I'm bringing Hot Lap equipment to all indoor karting events from now on

And another one at 4:15.  And another one at 4:45 p.m.  So we will run about 160 laps of warmup races prior to the official heat race.  Each time we pass the start/finish line, we look down at our wrist to see how fast that lap was in comparison to previous laps, so we can adjust our line/technique. The oval configuration is actually harder than it looks to get a fast laptime.  We are running around 12.5x laptimes, depending on if we get the luck of the draw and get in a good kart.  Wayne wins the first two practice races, and is black flagged for bumping me in race 3.  The winner in race 3 is Dearing's ringer friend, Al.   I come to the conclusion that the biggest factor is luck of the draw as to which kart you get seated in.

Dearing talking smack back to Lance

We go to the heat races.   In my heat race, I end up taking 2nd place, so I move on to the final race.  Wayne is in the next heat race, and he takes 2nd place in his heat race.  Dearing takes first in his heat race, so now we got six people gridded up for bragging rights.  I somehow get gridded 3rd instead of on pole. time was pretty fast, but Dearing and I think Tom were faster.  Anyways, the final race gets the green flag, and there is lots of bumping and pushing and blocking, and it turns out that no one can catch Dearing, and he wins his own event!  I take second, and Tom takes third.  Just like Formula One, qualifying is very important, because it is tough to pass at Dromo.  Rumor has it that Dearing and Lance went back to Dromo the next week, and were running sub 12 second laps!  I think most of us were running 12.1-12.4 at our event. 
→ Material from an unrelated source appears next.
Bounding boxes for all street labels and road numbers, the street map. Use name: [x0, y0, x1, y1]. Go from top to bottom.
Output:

Dearing, myself, and Tom take the podium

March 21, 2005
Wayne and Amy bring baby Carter (daughter) into the world at 5 lbs, 11 ounces, 19.5 inches!  Mom and baby are doing fine!  Wayne's adjusting pretty well to fatherhood. And now you know why we haven't been racing as much lately.
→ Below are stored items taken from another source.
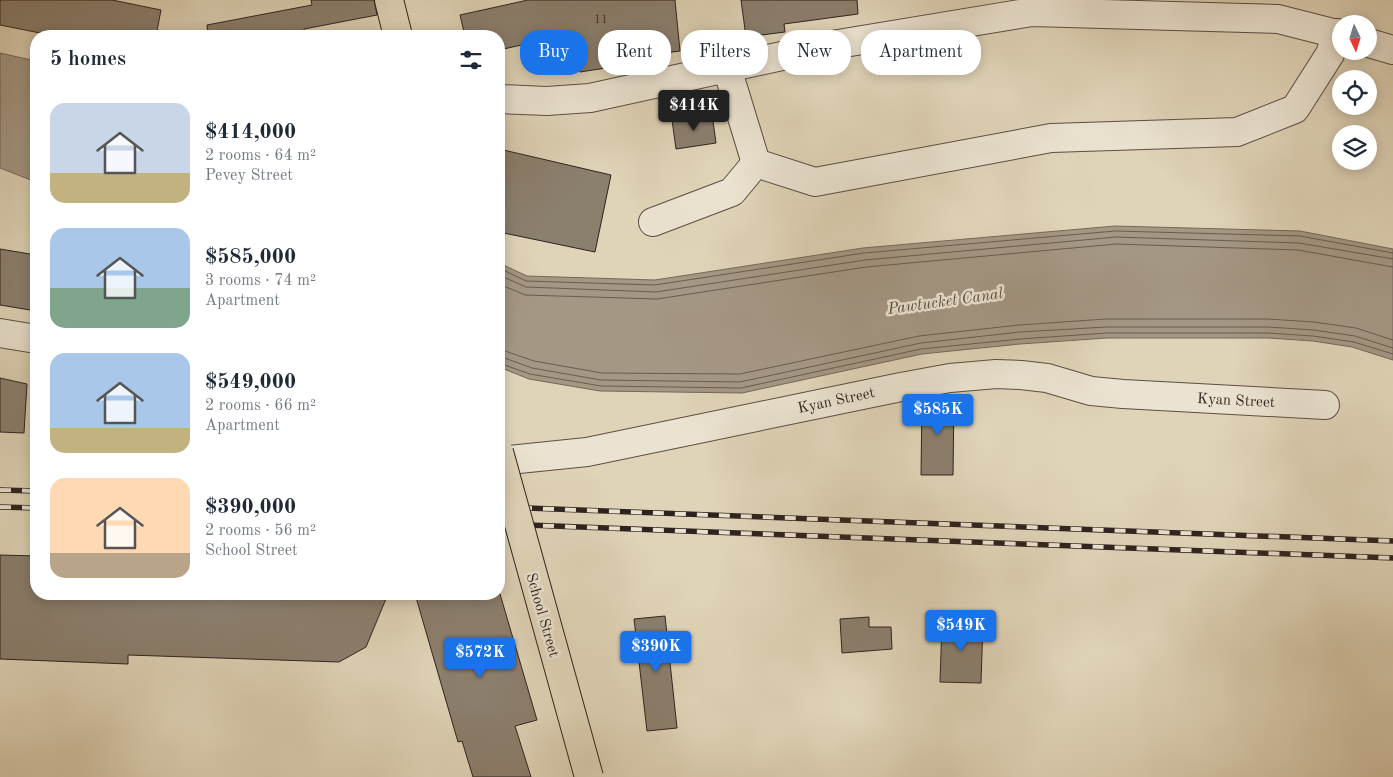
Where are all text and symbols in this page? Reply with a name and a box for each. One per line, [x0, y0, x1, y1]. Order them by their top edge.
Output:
house number: 11 [594, 14, 608, 26]
north arrow [1332, 15, 1378, 60]
map controls [1332, 15, 1377, 170]
chip: Buy [520, 30, 588, 75]
chip: Rent [598, 30, 671, 75]
chip: Filters [681, 30, 768, 75]
chip: New [778, 30, 851, 75]
chip: Apartment [861, 30, 981, 75]
icon: filters [457, 46, 485, 74]
text: 5 homes [50, 49, 126, 70]
button: locate [1332, 70, 1377, 115]
pin: $414K [659, 90, 729, 132]
text: $414K [669, 98, 719, 114]
text: $414,000 [205, 122, 296, 143]
icon: home [90, 123, 150, 183]
button: layers [1332, 125, 1377, 170]
text: 2 rooms · 64 m² [205, 148, 316, 164]
text: Pevey Street [205, 168, 293, 184]
text: $585,000 [205, 247, 296, 268]
icon: home [90, 248, 150, 308]
text: 3 rooms · 74 m² [205, 273, 316, 289]
water label: Pawtucket Canal [885, 286, 1004, 318]
text: Apartment [205, 293, 280, 309]
text: $549,000 [205, 372, 296, 393]
icon: home [90, 373, 150, 433]
street label: Kyan Street [796, 386, 876, 417]
street label: Kyan Street [1196, 392, 1275, 411]
pin: $585K [903, 394, 973, 436]
text: 2 rooms · 66 m² [205, 398, 316, 414]
text: $585K [913, 402, 963, 418]
text: Apartment [205, 418, 280, 434]
text: $390,000 [205, 497, 296, 518]
icon: home [90, 498, 150, 558]
text: 2 rooms · 56 m² [205, 523, 316, 539]
text: School Street [205, 543, 298, 559]
street label: School Street [522, 572, 561, 659]
pin: $549K [926, 610, 996, 652]
text: $549K [936, 618, 986, 634]
pin: $390K [621, 630, 691, 673]
pin: $572K [445, 636, 515, 679]
text: $390K [631, 639, 681, 655]
text: $572K [455, 645, 505, 661]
Hey!  Lookout world, there is another Mello that just entered the universe!

April, 2005
The S2000 is still waiting for diagnosis/parts/etc from Erik.  Maybe I'll get it back before summer.  Every time Erik orders a part, gets the part, and the tries to put it on, he finds another part that is messed up, and has to order it.  In the meantime, I'm driving the F355 every other day to get my go-fast fix.  It now has 40,000+ miles on it. Car is running good except that the suspension "warning" light is on, indicating that it feels something is wrong with the suspension.  There is a button to switch between "sport mode" and "regular mode", and all it really does it activate a motor at the top of the shock and turns the screw to stiffen the shocks up.  Apparently one of the motors has died, so the car puts all the shocks in "limp mode", meaning very soft.   The suspension didn't feel quite right even before that, so maybe it is time to get the shocks rebuilt.

Ozzie Smith - World's greatest defensive shortstop ever?

April 7. 2005
Nikko Smith, son of Ozzie Smith, is voted off of American Idol.  How could the son of the world's greatest defensive shortstop waste his inherited gene pool by SINGING instead of playing baseball?  I wish I had that video clip that showed Ozzie diving for a hard ground ball deep behind second base with his glove hand stretched out, the ball then taking a bad hop and seemingly going over his glove, but Ozzie compensates by grabbing the ball with his other bare hand (despite still being fully airborne and vertical to the ground), recovers, gets on his knees and throws the guy out at first base?  Nikko, utilizing proper nutrition and exercise that is available today with the genetics he was born with, probably had a chance at being even better than his dad. 

Nikko - you could be doing this instead of getting voted off of Dork Island

Poster shot from here

Wayne decides to invade the small business VOIP market with the Nortel Business Communication Manager(BCM).  Phone people have no clue about computer networking.  Computer folks can't figure out how to operate phone systems, as the user interfaces for these Nortel/Panasonic phone systems is geared toward people who want to memorize feature codes and phone extensions.  I tell Wayne that I will help him setup the VPN so he can work out of his house just like he was connected to the office phone system using a VOIP Nortel phone that connects to the BCM at his office.  Except the damn el cheapo Linksys BEFSX41 VPN/Routers could not keep the link up.  I was going crazy trying to make them work.  Turns out Linksys ships out faulty firmware (1.50.18) with these boxes, and won't admit it sucks.  Some network gurus on figured out what was wrong, somehow obtained a beta copy of the firmware that is about a year old (1.45.7) that they tested and felt was pretty stable, and posted a link to this "beta" firmware.  I downloaded this file, and suddenly I got a stable link.  That only wasted about 40 hours of labor on my part...

April 13th, 2005
Today is our last game of the season.  It was a long softball season.  We went 0-5 our first five games.  It was ugly. We didn't practice during the long winter break, and it showed.  It took us five games until we got our groove back on, and then won four in a row, but lost our last game, ending our season at 4-6.  There were some bright spots.  The woman who lives in the house next to us is the best female pitcher in all of Huntington Beach, so we have successfully recruited her to pitch for us now, which is why we had that four game winning streak.  She also has a one year old son, so she desperately needs to get out of the house now and then, and plays for us even though we kinda suck compared to the Coed C-1 teams that she usually plays for. 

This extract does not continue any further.